Ballistic and diffusive: theory of vortices in the two-band superconductor MgB2

TL;DR

This paper develops a theoretical model for MgB2, a two-band superconductor, analyzing how ballistic and diffusive quasiparticle motions affect vortex structures and electronic properties, revealing new bound states.

Contribution

It introduces a model combining ballistic and diffusive quasiparticle dynamics in MgB2, explaining vortex core spectra and bound states with experimental relevance.

Findings

Coupling to the pi band induces additional vortex bound states.

Spatial variations of order parameter and current density are characterized.
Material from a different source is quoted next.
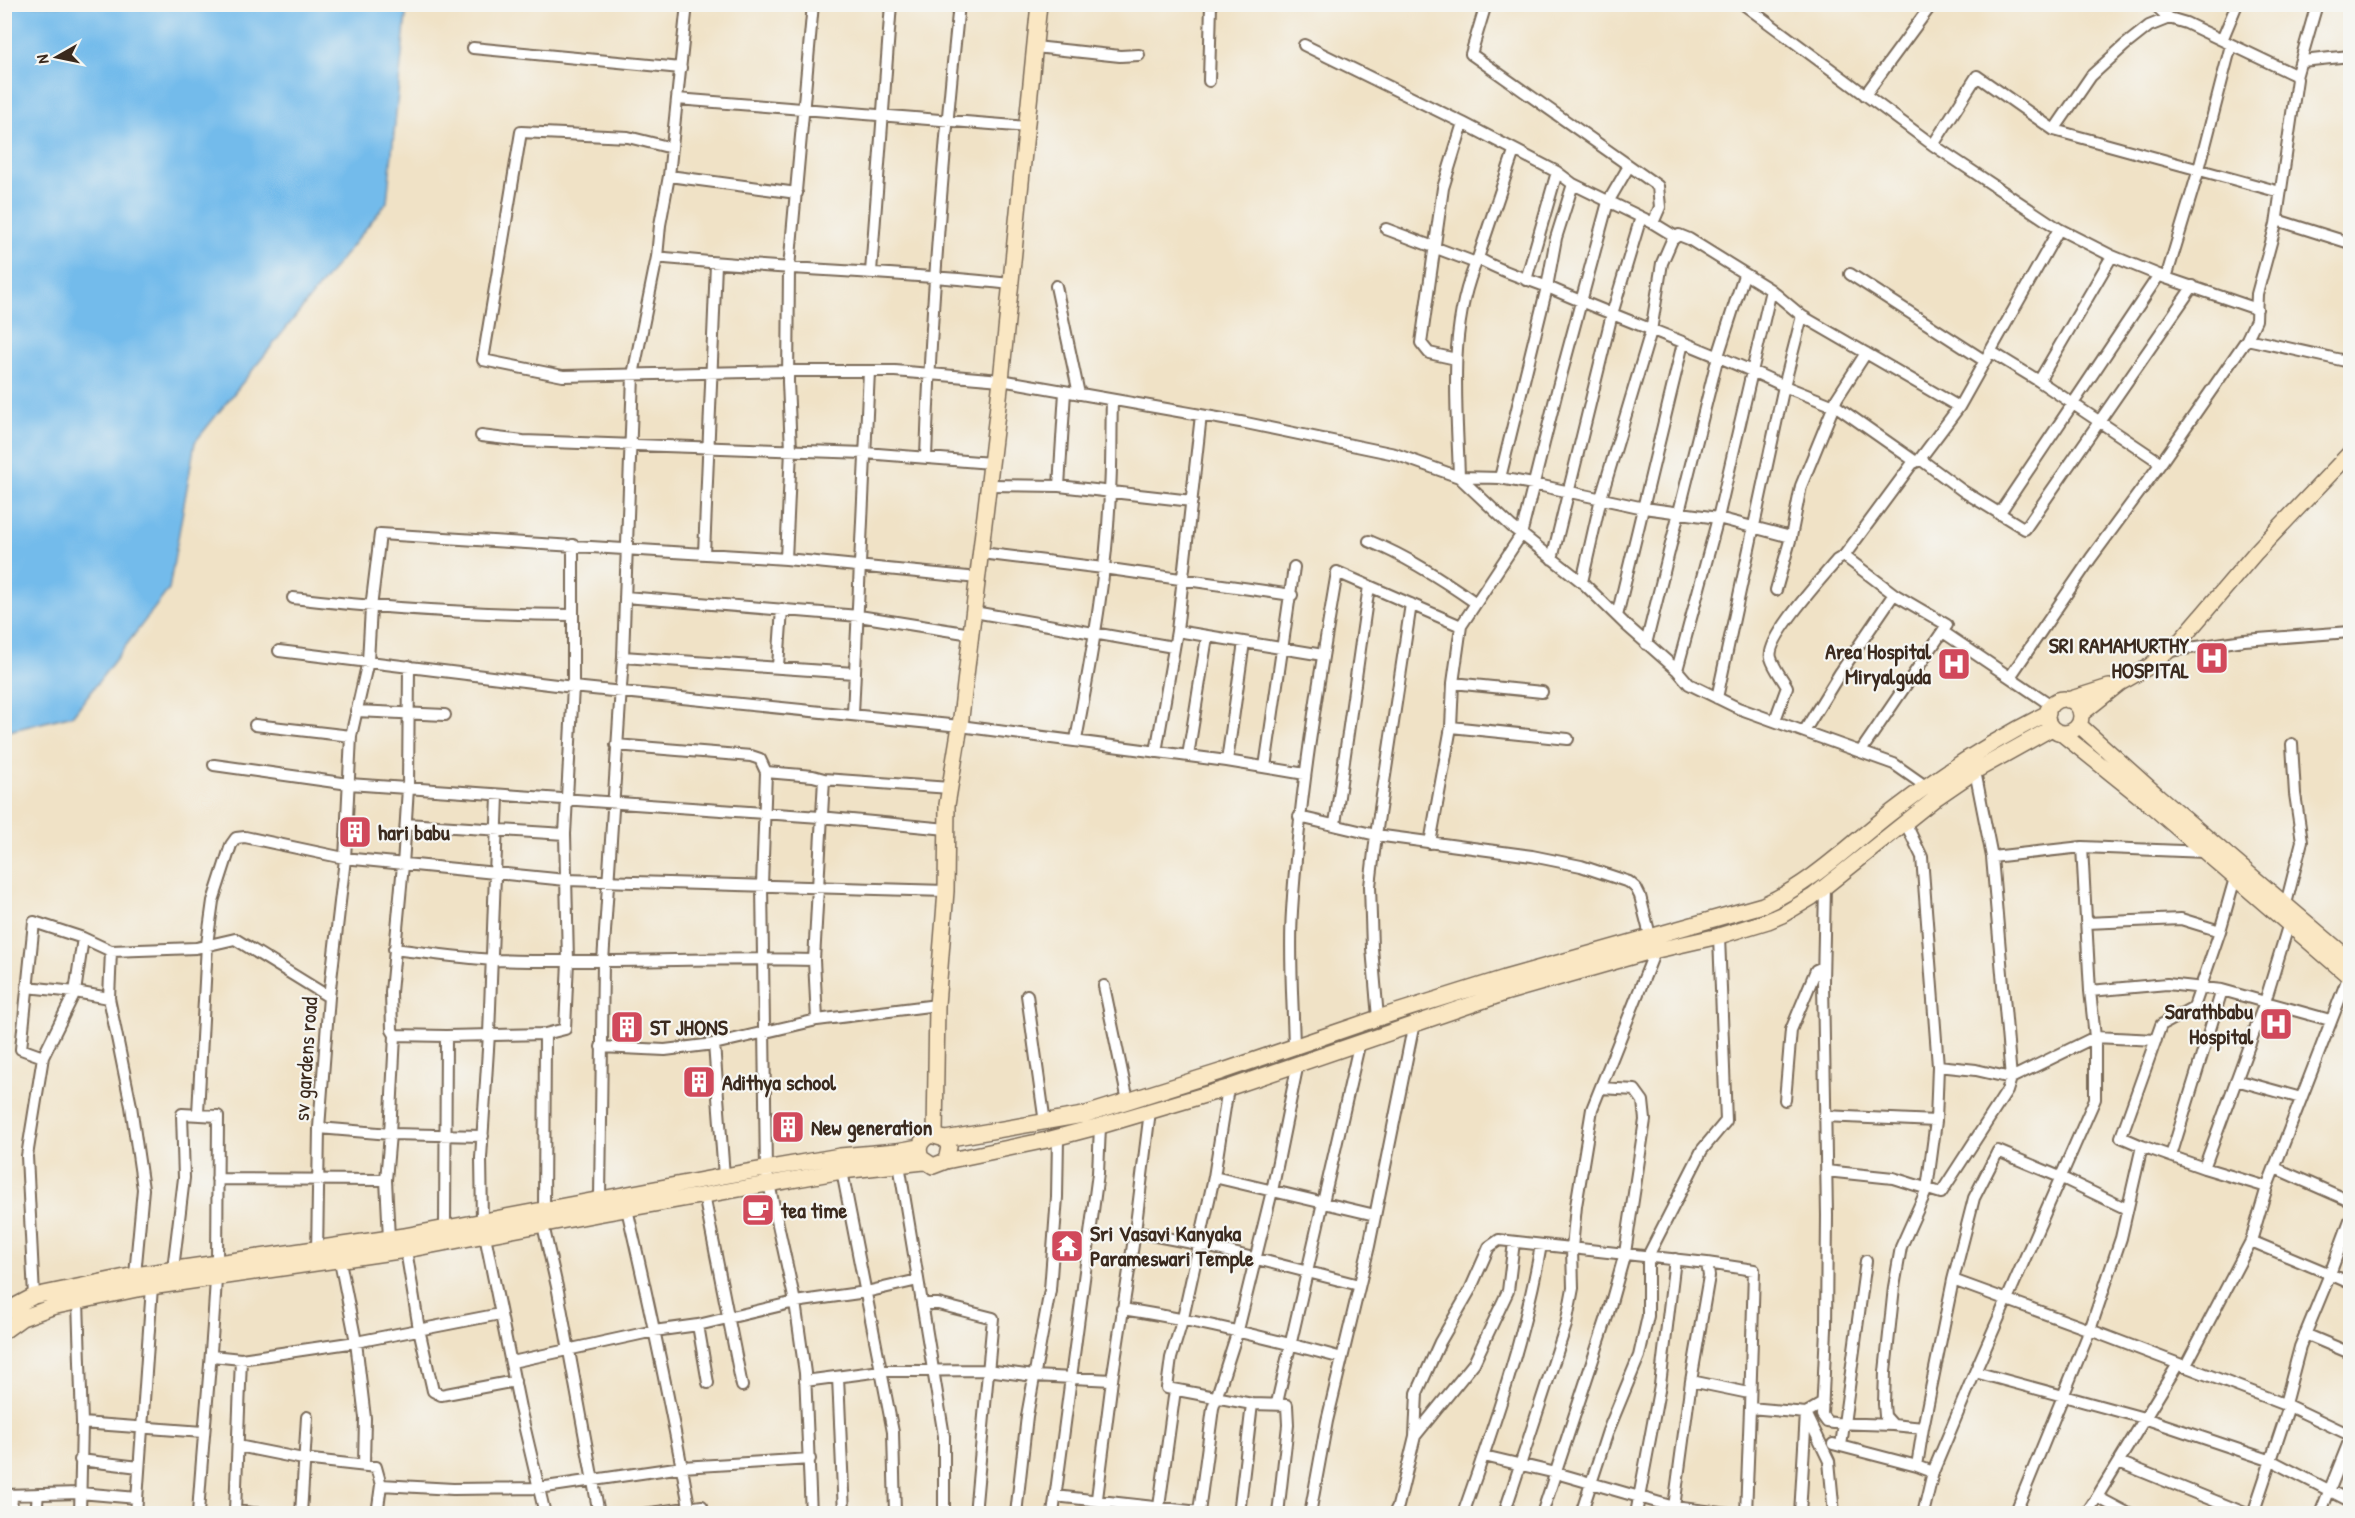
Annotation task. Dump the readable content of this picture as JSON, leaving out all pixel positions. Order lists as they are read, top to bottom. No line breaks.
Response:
{"streets":{"street":["sv gardens road"]},"places":{"hospital":["SRI RAMAMURTHY HOSPITAL","Area Hospital Miryalguda","Sarathbabu Hospital"],"building":["hari babu","ST JHONS","Adithya school","New generation"],"cafe":["tea time"],"temple":["Sri Vasavi Kanyaka Parameswari Temple"]},"north":"left"}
The model explains impurity effects observed in MgB2.

Abstract

Motivated by the recent results on impurity effects in MgB2, we present a theoretical model for a two-band superconductor in which the character of quasiparticle motion is ballistic in one band and diffusive in the other. We apply our model to calculate the electronic structure in the vicinity of an isolated vortex. We assume that superconductivity in the diffusive (pi) band is induced by that in the clean (sigma) band, as suggested by experimental evidence for MgB2. We focus our attention to the spatial variations of the order parameter, the current density, and the vortex core spectrum in the two bands. Our results indicate that the coupling to the pi band can lead to the appearance of additional bound states near the gap edge in the sigma band that are absent in the single-band case.